* **Activity**: Write out exactly the line containing "Input: one rendered" along with each line that follows it in the records below, and no others.

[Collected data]
┄┄┄┄┄┄┄┄┄┄
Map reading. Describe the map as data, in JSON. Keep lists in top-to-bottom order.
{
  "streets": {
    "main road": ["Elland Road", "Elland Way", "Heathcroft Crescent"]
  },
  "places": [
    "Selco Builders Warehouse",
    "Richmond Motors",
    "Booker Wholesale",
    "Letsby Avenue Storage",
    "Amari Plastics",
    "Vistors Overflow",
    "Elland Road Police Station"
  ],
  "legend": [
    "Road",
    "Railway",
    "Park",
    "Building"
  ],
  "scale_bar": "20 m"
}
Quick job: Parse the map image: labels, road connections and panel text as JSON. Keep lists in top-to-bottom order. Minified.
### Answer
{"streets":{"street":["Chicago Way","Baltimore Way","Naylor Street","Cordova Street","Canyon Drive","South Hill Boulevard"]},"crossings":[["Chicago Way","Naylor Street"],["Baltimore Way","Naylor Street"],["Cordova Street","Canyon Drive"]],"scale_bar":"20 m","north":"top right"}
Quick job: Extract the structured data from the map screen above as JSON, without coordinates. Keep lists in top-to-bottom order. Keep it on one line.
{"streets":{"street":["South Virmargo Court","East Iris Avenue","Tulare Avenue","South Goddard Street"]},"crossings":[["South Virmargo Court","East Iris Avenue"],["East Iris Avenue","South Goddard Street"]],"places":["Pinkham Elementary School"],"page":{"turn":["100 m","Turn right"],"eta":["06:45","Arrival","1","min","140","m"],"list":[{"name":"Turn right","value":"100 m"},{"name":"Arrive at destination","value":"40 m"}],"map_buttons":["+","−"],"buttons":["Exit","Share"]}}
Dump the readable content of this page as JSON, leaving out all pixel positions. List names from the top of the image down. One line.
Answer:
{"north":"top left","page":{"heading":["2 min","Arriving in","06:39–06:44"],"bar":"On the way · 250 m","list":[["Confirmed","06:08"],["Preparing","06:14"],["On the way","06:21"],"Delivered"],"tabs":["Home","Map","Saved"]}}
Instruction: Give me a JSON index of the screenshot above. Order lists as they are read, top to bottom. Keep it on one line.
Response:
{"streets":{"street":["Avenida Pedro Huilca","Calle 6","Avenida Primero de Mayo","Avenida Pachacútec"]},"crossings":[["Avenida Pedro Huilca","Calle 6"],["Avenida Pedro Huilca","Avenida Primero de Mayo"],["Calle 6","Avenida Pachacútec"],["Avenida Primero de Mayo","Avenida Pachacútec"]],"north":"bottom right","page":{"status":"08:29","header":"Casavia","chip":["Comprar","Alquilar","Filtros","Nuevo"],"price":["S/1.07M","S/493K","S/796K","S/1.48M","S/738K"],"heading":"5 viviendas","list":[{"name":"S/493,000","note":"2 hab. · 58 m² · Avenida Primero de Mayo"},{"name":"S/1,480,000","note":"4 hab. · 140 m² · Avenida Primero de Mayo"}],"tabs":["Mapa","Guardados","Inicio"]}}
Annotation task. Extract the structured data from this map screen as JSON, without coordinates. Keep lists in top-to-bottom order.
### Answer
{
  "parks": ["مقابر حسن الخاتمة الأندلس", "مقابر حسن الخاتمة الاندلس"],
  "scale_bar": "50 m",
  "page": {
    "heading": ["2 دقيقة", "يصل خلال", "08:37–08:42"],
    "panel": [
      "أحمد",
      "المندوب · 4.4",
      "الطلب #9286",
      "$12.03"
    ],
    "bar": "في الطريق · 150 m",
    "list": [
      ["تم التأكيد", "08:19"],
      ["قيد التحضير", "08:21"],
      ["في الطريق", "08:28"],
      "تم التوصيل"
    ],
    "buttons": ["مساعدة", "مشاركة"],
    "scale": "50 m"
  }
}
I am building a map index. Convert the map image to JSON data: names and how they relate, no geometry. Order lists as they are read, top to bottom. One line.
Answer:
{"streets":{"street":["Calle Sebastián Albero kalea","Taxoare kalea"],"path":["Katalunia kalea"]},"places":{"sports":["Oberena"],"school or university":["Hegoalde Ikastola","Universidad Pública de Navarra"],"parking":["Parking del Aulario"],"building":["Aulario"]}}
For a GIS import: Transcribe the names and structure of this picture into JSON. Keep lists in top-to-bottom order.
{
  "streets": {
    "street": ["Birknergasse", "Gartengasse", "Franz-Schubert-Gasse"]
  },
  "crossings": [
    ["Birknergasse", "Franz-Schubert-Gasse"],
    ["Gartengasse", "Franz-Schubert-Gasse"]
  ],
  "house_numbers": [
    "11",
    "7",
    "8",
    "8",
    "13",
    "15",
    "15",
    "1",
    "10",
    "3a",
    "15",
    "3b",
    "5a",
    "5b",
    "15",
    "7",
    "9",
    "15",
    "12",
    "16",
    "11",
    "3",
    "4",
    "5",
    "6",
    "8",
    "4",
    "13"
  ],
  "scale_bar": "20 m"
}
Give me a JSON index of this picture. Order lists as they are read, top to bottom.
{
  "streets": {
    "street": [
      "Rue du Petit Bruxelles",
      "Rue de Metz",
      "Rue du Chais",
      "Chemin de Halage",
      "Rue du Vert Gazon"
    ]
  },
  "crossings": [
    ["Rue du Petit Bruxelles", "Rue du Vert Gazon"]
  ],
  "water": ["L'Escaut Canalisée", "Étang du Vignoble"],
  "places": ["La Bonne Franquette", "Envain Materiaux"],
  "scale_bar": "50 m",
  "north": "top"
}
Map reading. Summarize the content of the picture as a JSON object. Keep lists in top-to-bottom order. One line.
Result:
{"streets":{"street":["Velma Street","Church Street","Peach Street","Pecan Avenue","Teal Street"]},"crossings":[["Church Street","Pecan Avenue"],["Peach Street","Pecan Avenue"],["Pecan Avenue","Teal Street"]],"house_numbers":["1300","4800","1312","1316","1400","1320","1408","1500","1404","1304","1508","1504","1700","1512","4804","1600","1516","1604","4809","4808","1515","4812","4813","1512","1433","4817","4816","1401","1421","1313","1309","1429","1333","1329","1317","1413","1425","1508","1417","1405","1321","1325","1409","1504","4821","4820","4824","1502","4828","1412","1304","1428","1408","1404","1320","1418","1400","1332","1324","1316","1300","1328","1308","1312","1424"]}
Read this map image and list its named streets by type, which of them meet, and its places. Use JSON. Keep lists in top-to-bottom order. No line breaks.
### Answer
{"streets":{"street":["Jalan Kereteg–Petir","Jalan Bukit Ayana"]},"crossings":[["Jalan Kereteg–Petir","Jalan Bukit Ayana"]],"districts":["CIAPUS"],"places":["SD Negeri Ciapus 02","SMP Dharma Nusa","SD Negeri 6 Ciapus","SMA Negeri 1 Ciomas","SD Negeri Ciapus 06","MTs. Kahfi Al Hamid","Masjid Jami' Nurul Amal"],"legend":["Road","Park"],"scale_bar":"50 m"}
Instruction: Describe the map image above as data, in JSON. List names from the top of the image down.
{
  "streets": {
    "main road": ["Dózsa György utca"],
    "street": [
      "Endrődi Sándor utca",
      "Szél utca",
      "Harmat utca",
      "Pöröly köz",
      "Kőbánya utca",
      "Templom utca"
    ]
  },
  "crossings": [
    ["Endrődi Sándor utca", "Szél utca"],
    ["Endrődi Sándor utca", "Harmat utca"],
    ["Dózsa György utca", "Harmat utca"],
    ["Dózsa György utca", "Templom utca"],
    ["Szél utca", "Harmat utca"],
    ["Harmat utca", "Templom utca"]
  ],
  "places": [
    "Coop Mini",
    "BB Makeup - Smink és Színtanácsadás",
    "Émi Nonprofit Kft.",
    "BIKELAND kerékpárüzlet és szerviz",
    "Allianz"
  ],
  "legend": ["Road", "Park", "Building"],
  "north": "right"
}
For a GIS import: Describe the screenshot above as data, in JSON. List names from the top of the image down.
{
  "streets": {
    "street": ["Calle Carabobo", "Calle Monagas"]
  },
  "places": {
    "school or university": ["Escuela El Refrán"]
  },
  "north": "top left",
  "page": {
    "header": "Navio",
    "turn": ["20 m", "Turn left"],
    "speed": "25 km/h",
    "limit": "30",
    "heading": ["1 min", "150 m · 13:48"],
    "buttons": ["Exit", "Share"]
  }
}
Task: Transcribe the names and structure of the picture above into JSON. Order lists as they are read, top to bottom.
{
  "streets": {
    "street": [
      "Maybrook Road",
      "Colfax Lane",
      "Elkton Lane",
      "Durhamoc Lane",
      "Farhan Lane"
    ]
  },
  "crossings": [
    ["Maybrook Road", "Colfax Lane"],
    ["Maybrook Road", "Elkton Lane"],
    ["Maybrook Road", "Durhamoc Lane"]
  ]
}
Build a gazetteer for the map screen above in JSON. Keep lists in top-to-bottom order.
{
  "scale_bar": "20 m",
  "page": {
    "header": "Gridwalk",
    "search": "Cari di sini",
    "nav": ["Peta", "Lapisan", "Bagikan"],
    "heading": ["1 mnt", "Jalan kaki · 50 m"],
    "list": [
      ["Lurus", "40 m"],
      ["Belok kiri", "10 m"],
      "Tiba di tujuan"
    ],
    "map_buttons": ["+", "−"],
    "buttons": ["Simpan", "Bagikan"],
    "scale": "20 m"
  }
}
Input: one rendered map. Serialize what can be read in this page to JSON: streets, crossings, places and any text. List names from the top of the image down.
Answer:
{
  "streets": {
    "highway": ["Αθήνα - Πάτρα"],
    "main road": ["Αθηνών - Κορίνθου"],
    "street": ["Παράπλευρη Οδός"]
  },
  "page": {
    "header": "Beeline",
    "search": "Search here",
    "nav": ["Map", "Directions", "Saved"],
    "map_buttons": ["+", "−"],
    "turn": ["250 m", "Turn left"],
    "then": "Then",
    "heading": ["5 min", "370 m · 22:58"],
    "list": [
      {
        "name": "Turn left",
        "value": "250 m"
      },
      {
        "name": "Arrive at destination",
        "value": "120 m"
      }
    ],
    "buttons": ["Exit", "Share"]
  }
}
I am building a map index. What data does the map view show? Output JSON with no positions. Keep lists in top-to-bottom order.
┄┄┄┄┄┄┄┄┄┄
* **Reply to the exercise**:
Input: one rendered map. Serialize what can be read in this page to JSON: streets, crossings, places and any text. List names from the top of the image down.
Answer:
{
  "streets": {
    "highway": ["Αθήνα - Πάτρα"],
    "main road": ["Αθηνών - Κορίνθου"],
    "street": ["Παράπλευρη Οδός"]
  },
  "page": {
    "header": "Beeline",
    "search": "Search here",
    "nav": ["Map", "Directions", "Saved"],
    "map_buttons": ["+", "−"],
    "turn": ["250 m", "Turn left"],
    "then": "Then",
    "heading": ["5 min", "370 m · 22:58"],
    "list": [
      {
        "name": "Turn left",
        "value": "250 m"
      },
      {
        "name": "Arrive at destination",
        "value": "120 m"
      }
    ],
    "buttons": ["Exit", "Share"]
  }
}
I am building a map index. What data does the map view show? Output JSON with no positions. Keep lists in top-to-bottom order.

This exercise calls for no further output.